• THE PROBLEM: When you copy the data that follows, reproduce every word exactly and leave out the images.

• STORED DATA:
==*==
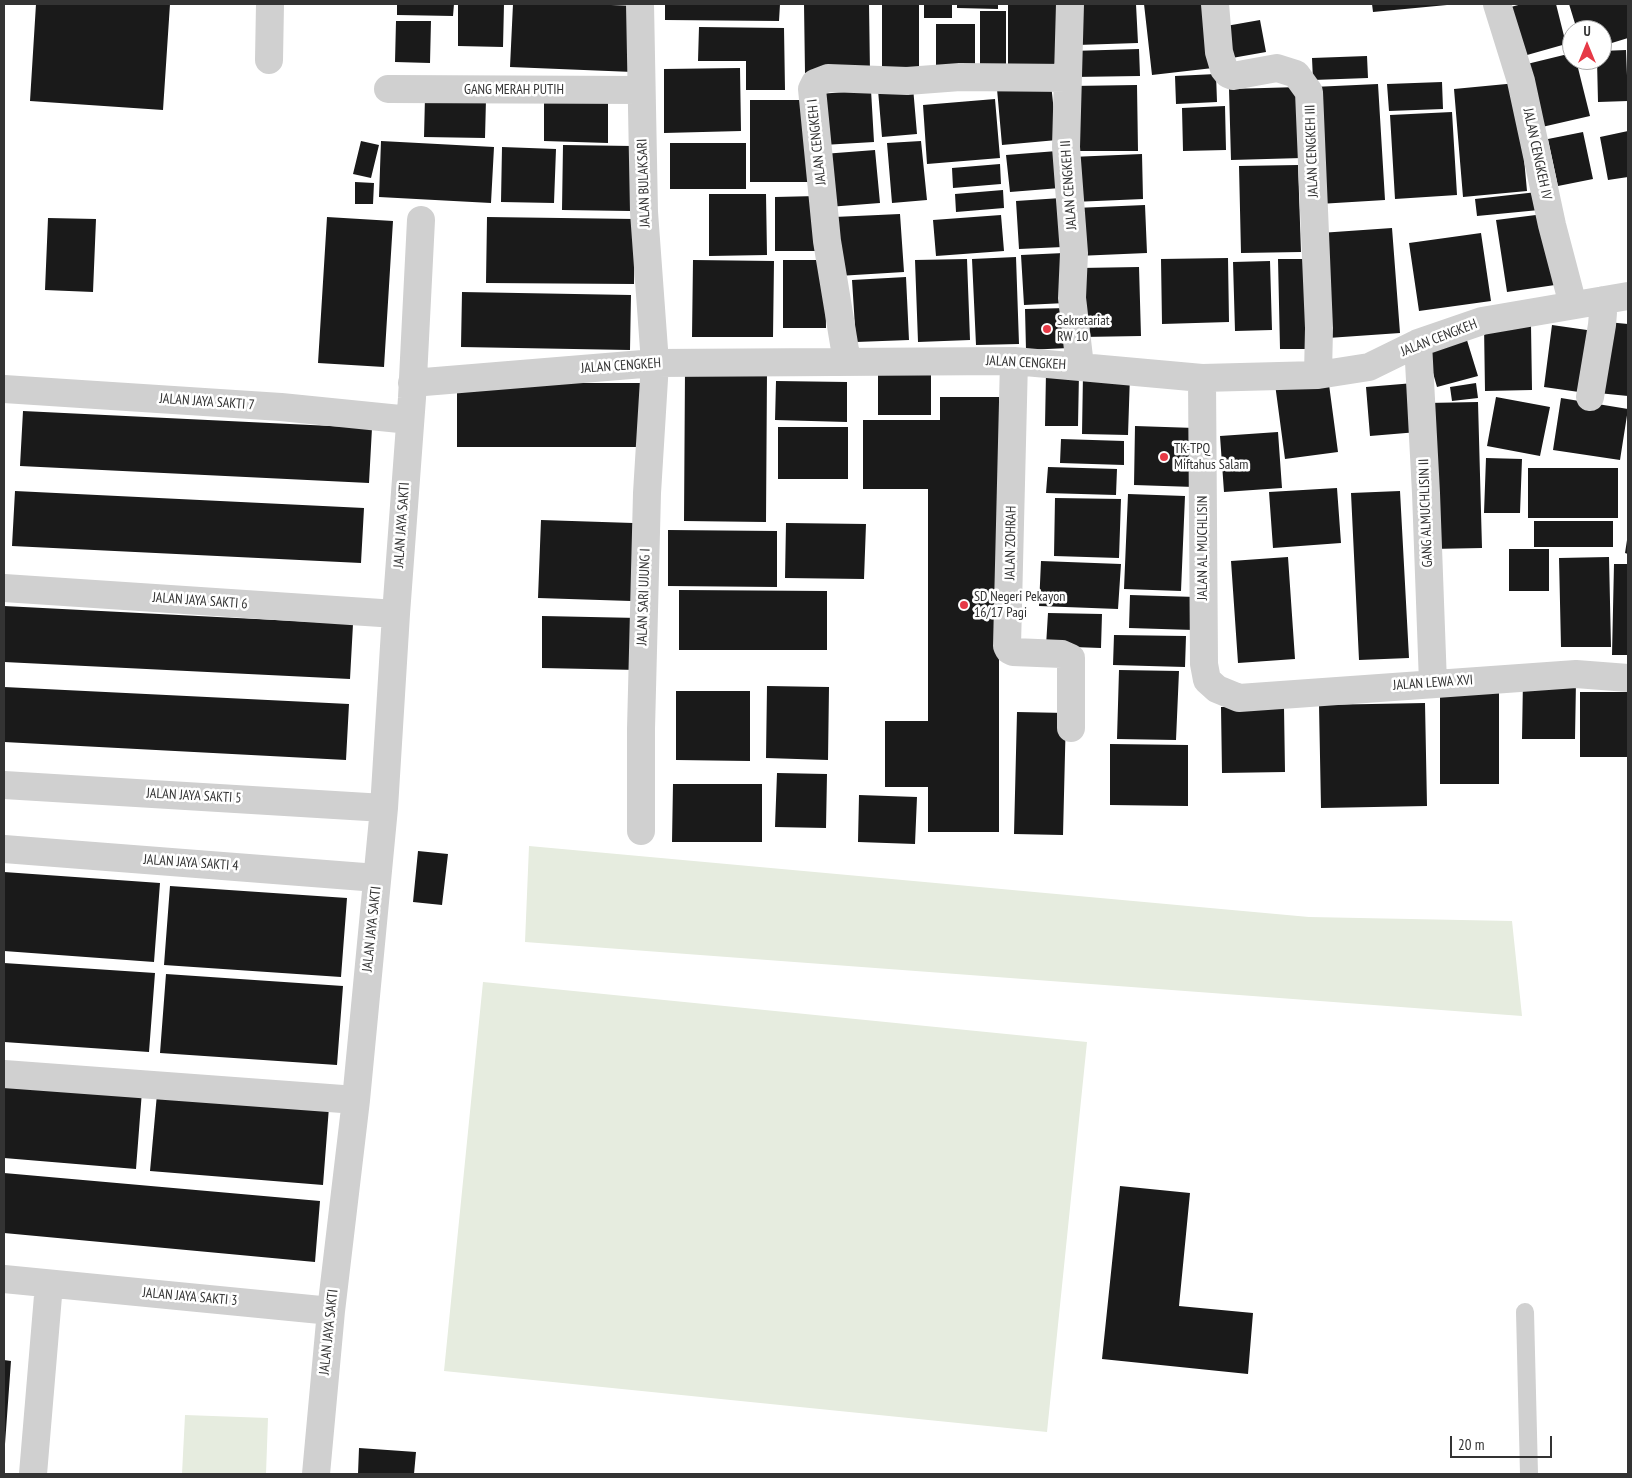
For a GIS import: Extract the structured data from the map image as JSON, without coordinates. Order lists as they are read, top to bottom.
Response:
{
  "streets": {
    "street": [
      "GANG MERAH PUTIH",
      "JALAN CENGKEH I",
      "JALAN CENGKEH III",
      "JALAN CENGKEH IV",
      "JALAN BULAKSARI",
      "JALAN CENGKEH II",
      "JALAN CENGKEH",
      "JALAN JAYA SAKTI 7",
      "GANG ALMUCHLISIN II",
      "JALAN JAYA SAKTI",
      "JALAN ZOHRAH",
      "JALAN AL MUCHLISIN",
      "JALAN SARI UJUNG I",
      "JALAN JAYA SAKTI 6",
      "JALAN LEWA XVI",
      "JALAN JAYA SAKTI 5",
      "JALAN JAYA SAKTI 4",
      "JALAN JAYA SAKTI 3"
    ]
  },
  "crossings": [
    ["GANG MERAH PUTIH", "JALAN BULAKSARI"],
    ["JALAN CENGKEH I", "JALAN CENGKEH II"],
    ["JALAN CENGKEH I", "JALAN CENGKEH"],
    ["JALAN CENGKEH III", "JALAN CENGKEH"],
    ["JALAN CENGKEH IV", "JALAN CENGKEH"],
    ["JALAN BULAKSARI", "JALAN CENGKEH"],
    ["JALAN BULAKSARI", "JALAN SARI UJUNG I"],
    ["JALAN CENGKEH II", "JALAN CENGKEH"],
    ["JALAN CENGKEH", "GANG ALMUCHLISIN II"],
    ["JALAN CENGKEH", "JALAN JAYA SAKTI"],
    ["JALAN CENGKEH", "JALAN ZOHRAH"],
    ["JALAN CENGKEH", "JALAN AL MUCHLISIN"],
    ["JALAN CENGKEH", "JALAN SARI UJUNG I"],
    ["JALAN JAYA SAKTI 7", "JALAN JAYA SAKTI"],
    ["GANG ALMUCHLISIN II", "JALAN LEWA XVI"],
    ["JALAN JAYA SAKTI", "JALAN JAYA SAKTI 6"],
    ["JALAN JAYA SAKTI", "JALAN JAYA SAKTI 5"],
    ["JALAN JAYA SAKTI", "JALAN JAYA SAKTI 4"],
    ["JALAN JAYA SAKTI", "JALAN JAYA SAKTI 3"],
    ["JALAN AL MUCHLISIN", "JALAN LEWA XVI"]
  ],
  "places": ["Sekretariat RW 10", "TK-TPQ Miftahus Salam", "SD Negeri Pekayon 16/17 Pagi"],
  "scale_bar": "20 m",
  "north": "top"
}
==*==
• TASK OUTPUT:
For a GIS import: Extract the structured data from the map image as JSON, without coordinates. Order lists as they are read, top to bottom.
Response:
{
  "streets": {
    "street": [
      "GANG MERAH PUTIH",
      "JALAN CENGKEH I",
      "JALAN CENGKEH III",
      "JALAN CENGKEH IV",
      "JALAN BULAKSARI",
      "JALAN CENGKEH II",
      "JALAN CENGKEH",
      "JALAN JAYA SAKTI 7",
      "GANG ALMUCHLISIN II",
      "JALAN JAYA SAKTI",
      "JALAN ZOHRAH",
      "JALAN AL MUCHLISIN",
      "JALAN SARI UJUNG I",
      "JALAN JAYA SAKTI 6",
      "JALAN LEWA XVI",
      "JALAN JAYA SAKTI 5",
      "JALAN JAYA SAKTI 4",
      "JALAN JAYA SAKTI 3"
    ]
  },
  "crossings": [
    ["GANG MERAH PUTIH", "JALAN BULAKSARI"],
    ["JALAN CENGKEH I", "JALAN CENGKEH II"],
    ["JALAN CENGKEH I", "JALAN CENGKEH"],
    ["JALAN CENGKEH III", "JALAN CENGKEH"],
    ["JALAN CENGKEH IV", "JALAN CENGKEH"],
    ["JALAN BULAKSARI", "JALAN CENGKEH"],
    ["JALAN BULAKSARI", "JALAN SARI UJUNG I"],
    ["JALAN CENGKEH II", "JALAN CENGKEH"],
    ["JALAN CENGKEH", "GANG ALMUCHLISIN II"],
    ["JALAN CENGKEH", "JALAN JAYA SAKTI"],
    ["JALAN CENGKEH", "JALAN ZOHRAH"],
    ["JALAN CENGKEH", "JALAN AL MUCHLISIN"],
    ["JALAN CENGKEH", "JALAN SARI UJUNG I"],
    ["JALAN JAYA SAKTI 7", "JALAN JAYA SAKTI"],
    ["GANG ALMUCHLISIN II", "JALAN LEWA XVI"],
    ["JALAN JAYA SAKTI", "JALAN JAYA SAKTI 6"],
    ["JALAN JAYA SAKTI", "JALAN JAYA SAKTI 5"],
    ["JALAN JAYA SAKTI", "JALAN JAYA SAKTI 4"],
    ["JALAN JAYA SAKTI", "JALAN JAYA SAKTI 3"],
    ["JALAN AL MUCHLISIN", "JALAN LEWA XVI"]
  ],
  "places": ["Sekretariat RW 10", "TK-TPQ Miftahus Salam", "SD Negeri Pekayon 16/17 Pagi"],
  "scale_bar": "20 m",
  "north": "top"
}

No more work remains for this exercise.